* The problem *
This exercise calls for copying every line below that holds the word "fillStyle".

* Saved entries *
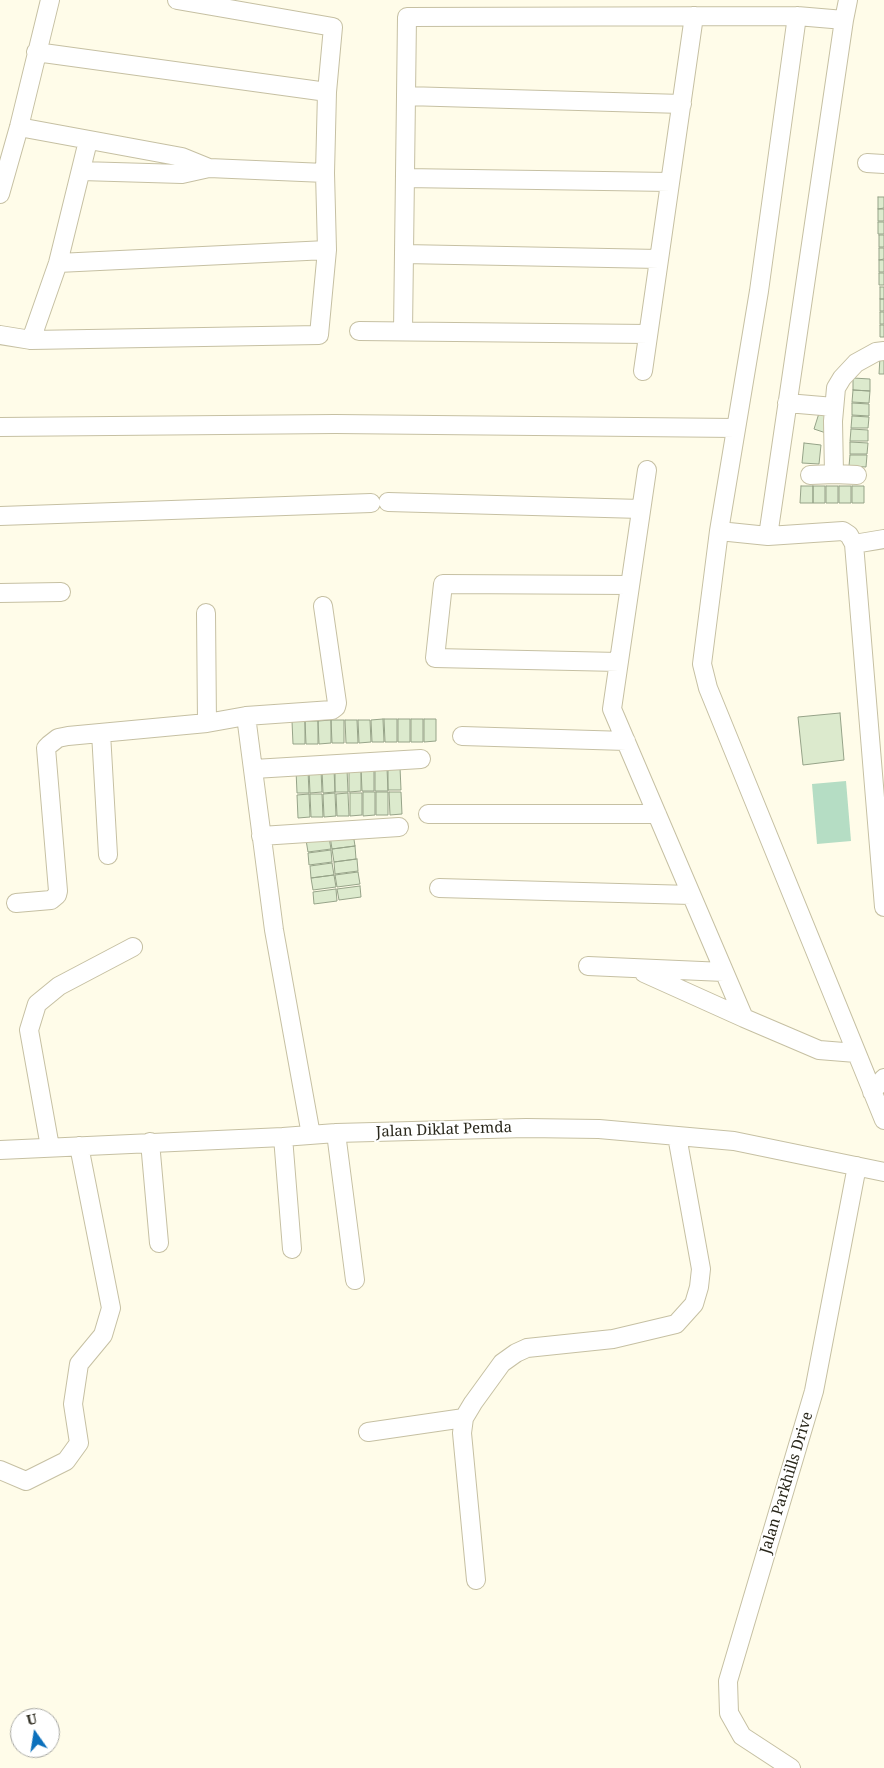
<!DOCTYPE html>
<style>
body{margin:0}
#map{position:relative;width:884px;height:1768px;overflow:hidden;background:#fffce9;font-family:"Noto Serif",serif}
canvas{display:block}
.north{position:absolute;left:10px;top:1708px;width:50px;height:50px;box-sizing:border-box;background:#fff;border:1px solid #a9a9a4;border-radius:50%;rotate:347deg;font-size:14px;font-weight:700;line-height:20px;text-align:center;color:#29271b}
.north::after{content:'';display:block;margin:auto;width:18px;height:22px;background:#0b70bc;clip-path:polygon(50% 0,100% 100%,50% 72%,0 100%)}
</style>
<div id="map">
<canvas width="884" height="1768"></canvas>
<div class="north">U</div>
</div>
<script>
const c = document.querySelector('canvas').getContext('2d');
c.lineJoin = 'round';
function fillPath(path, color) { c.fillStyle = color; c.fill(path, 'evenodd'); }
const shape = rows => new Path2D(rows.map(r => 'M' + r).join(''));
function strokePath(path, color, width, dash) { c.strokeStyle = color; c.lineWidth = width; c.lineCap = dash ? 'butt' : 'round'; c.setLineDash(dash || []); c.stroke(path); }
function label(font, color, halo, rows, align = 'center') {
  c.font = font + ' "Noto Serif",serif'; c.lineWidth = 4; c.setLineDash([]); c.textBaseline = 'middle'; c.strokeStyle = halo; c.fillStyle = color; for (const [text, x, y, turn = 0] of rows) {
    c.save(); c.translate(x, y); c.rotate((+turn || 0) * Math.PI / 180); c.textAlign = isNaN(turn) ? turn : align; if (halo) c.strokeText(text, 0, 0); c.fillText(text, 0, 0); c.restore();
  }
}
fillPath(shape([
 [846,781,851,841,817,844,812,784]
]), '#b5ddc4');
const building = shape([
 [878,197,884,197,884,208,878,209,878,197],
 [878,209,884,209,884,221,878,221,878,209],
 [878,222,884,222,884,234,878,234,878,222],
 [879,235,884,235,884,247,879,247,879,235],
 [879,248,884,248,884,259,879,260,879,248],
 [879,260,884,260,884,272,879,272,879,260],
 [879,273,884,273,884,285,879,285,879,273],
 [880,287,884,287,884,299,880,299,880,287],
 [880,299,884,299,884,311,880,311,880,299],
 [880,312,884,312,884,324,880,324,880,312],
 [880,325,884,325,884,337,880,337,880,325],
 [880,357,884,357,884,374,879,374,880,357],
 [853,378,870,379,870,391,853,390,853,378],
 [853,390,870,391,869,403,852,402,853,390],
 [852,403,869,404,869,416,852,415,852,403],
 [820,410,832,414,826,433,814,429,820,410],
 [852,416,869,417,868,428,851,428,852,416],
 [851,429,868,430,868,441,850,441,851,429],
 [850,442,868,443,867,454,850,454,850,442],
 [804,443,821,445,819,464,802,463,804,443],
 [850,455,867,455,866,467,849,466,850,455],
 [801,486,813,486,813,503,800,503,801,486],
 [813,486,825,486,825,503,813,503,813,486],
 [826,486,838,486,838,503,826,503,826,486],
 [839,486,851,486,851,503,839,503,839,486],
 [852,486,864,486,864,503,852,503,852,486],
 [840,713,844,760,803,765,798,717,840,713],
 [383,719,384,742,372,742,371,720,383,719],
 [384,719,397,719,397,742,385,742,384,719],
 [398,719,410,719,410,742,398,742,398,719],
 [411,719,423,719,423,742,411,742,411,719],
 [424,719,436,719,436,741,424,742,424,719],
 [331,720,331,743,319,744,318,721,331,720],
 [331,720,344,720,344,743,332,743,331,720],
 [345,720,357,720,358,743,346,743,345,720],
 [358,720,370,720,371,742,359,743,358,720],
 [292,721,305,721,305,744,293,744,292,721],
 [305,721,318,721,318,744,306,744,305,721],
 [400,767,401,790,388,790,388,768,400,767],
 [361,768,374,768,374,791,362,791,361,768],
 [375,768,387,768,388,791,375,791,375,768],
 [334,769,335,792,323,793,322,770,334,769],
 [335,769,347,769,348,792,335,792,335,769],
 [349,769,361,769,361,791,349,792,349,769],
 [296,770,308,770,309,793,297,793,296,770],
 [309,770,321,770,322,792,310,793,309,770],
 [363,792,375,792,375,815,363,816,363,792],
 [376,792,388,792,388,815,376,815,376,792],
 [389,792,401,792,402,814,390,815,389,792],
 [335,793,336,816,324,817,323,794,335,793],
 [348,793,349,816,337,816,336,794,348,793],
 [350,793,362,793,362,815,350,816,350,793],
 [309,794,310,817,298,818,297,795,309,794],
 [310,794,322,794,323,817,311,817,310,794],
 [353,833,355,846,332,849,330,836,353,833],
 [329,837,331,849,308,852,306,840,329,837],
 [355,846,356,859,334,862,332,849,355,846],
 [331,850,332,862,309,865,308,853,331,850],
 [357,859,358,871,335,874,334,862,357,859],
 [332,863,334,875,311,878,310,866,332,863],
 [358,872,360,884,337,887,335,875,358,872],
 [334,875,336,887,313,890,311,878,334,875],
 [360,886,361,897,339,900,337,889,360,886],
 [336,889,337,901,314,904,313,892,336,889]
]);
fillPath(building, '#dceacd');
strokePath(building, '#96a388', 1);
const minor = shape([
 [177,0,333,27,327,92],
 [797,16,759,291,719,531,702,664,708,688,884,1120],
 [406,96,682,104],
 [19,127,182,157,209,168],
 [867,163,884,164],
 [81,171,182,174,209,168,325,173],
 [405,178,670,182],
 [0,194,19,127,50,0],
 [404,254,659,259],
 [58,263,327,250],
 [359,331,648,334],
 [403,331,407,17,797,16,844,20,848,0],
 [0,335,31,340,319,335,327,250,325,173,327,92,36,52],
 [31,340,58,263,88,141],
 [643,371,694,16],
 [787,403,834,407],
 [0,427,335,424,736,428],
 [647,470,612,709,744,1018,819,1050,856,1053],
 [834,474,857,475],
 [810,475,834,474,833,421,836,388,842,378,856,363,876,352,884,351],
 [388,502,641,509],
 [0,516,371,503],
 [719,531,768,536,843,531,849,535,854,544,884,907],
 [768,536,844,20],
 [854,544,884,539],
 [0,593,61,592],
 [206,613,207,723],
 [619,662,435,658,443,584,630,585],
 [246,716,274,930,311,1135],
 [101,733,108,855],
 [462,736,626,741],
 [254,769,421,759],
 [428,814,657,814],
 [261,836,399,827],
 [439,888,691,895],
 [16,903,51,900,57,895,58,891,46,748,49,745,58,738,68,736,207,723,246,716,332,710,336,707,337,703,323,606],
 [588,966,724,972],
 [644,973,744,1018],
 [872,1092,884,1078],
 [336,1133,355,1280],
 [283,1137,292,1249],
 [150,1142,159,1243],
 [50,1147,29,1030,37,1004,59,986,133,947],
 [0,1150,283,1137,336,1133,526,1128,599,1129,734,1141,884,1172],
 [368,1432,464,1418],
 [0,1470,26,1481,66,1461,79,1443,73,1404,79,1364,103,1335,111,1308,79,1146],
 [476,1580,462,1433,464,1418,473,1403,502,1363,516,1353,527,1348,613,1339,676,1324,694,1304,699,1287,701,1269,677,1136],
 [791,1768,742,1736,729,1713,728,1681,814,1391,857,1166]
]);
strokePath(minor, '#c6c0a3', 20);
strokePath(minor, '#fff', 18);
label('15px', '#29271b', '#fff', [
 ["Jalan Diklat Pemda",444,1130,-2],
 ["Jalan Parkhills Drive",787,1483,-73]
]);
</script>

* Problem solution *
function fillPath(path, color) { c.fillStyle = color; c.fill(path, 'evenodd'); }
  c.font = font + ' "Noto Serif",serif'; c.lineWidth = 4; c.setLineDash([]); c.textBaseline = 'middle'; c.strokeStyle = halo; c.fillStyle = color; for (const [text, x, y, turn = 0] of rows) {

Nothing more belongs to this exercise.